Foundation-model and transformer theory (Chapter 2: Foundation Models and Large Language Models), tokens and embeddings, and the runnable labs.

Mapping to Bloom’s taxonomy#

The book is structured so learners move up the six levels of the revised Bloom’s taxonomy, from recall to creation. Each chapter’s “Key takeaways,” worked examples, and labs target progressively higher levels.

Bloom level

Cognitive activity

How the book targets it

Remember

Recall facts and terms.

Definitions, the AI and tools reference, and “Key takeaways” summaries.

Understand

Explain ideas and concepts.

The theory sections and “How these connect” callouts throughout.

Apply

Use knowledge in new situations.

Worked examples and the hands-on Bedrock labs.

Analyze

Draw connections and compare.

Comparison tables (fine-tuning vs.
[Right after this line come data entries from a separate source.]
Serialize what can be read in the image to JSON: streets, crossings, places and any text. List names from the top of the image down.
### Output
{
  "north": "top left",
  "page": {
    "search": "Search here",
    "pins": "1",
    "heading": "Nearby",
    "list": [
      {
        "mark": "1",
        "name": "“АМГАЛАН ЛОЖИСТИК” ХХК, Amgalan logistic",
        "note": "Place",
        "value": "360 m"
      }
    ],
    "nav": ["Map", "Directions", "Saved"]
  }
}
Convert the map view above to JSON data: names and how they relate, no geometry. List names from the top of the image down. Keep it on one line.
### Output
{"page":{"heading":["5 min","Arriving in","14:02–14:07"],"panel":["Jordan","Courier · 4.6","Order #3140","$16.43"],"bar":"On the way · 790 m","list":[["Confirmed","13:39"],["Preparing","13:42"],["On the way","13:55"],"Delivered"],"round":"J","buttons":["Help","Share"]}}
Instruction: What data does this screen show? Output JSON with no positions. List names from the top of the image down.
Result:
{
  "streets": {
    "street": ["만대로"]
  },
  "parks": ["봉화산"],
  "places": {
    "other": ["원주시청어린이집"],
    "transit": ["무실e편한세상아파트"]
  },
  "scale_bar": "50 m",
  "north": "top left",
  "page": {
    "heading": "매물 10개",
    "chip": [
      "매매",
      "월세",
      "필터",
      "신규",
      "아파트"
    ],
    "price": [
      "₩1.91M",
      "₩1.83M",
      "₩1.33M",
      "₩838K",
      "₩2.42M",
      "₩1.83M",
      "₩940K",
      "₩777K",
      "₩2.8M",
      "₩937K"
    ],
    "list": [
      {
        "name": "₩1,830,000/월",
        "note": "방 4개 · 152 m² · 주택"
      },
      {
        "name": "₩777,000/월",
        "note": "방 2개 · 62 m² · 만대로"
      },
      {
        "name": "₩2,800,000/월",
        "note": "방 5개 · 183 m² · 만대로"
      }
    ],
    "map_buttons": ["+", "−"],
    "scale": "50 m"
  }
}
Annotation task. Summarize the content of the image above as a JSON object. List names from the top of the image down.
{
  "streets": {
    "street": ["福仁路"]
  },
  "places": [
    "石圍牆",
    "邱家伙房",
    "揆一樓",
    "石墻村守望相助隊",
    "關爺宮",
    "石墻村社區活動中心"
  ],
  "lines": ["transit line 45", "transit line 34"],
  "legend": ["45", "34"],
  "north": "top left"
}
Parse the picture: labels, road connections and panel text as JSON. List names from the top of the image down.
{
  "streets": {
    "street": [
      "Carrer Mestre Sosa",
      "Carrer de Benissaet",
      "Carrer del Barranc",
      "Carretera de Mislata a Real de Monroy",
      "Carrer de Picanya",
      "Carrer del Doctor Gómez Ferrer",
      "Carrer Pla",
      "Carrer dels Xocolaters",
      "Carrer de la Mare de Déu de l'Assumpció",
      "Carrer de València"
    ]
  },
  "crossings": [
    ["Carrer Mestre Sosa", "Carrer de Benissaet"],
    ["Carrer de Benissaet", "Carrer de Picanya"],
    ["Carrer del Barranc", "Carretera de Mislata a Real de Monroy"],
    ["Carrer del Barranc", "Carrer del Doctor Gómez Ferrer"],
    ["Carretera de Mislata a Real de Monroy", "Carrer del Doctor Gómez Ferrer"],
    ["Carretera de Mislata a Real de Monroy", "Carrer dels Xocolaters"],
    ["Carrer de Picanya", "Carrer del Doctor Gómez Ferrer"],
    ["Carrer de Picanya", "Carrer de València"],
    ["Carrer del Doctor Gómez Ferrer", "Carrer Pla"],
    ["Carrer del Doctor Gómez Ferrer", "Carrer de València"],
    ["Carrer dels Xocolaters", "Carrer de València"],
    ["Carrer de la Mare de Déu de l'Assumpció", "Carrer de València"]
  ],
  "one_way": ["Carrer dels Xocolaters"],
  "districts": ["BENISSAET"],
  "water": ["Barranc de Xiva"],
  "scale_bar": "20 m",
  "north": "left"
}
RAG, Q&A vs. conversation) and the evaluation chapter.

Evaluate

Justify a decision or judge quality.

Model-selection guidance, responsible-AI risk assessment, and LLM evaluation.

Create

Produce original work.

Capstone labs: building chatbots, RAG systems, agents, and multimodal applications.

For course and grant proposals

Together, the ABET and Bloom mappings let you show that the curriculum is both accreditation-aligned (ABET CAC outcomes 1-6) and pedagogically scaffolded (Bloom’s six levels), alongside the DOL AI-literacy framework alignment above. Verify ABET outcome wording and any accreditation specifics against current ABET documents before submission.

Key takeaways#

  • The DOL Make America AI-Ready initiative defines a 5-pillar AI literacy framework: Understand AI Principles, Explore AI Uses, Direct AI Effectively, Evaluate AI Outputs, and Use AI Responsibly.

  • Every pillar maps onto this book, which extends the framework with Amazon Bedrock labs and worked examples.

  • The book complements established AI literacy programs (IBM SkillsBuild, Udemy, the Digital Education Council, and LinkedIn Learning) by adding a concrete, hands-on implementation stack.

  • Its open license and standards alignment make it well suited to cite in faculty and workforce-development grant proposals.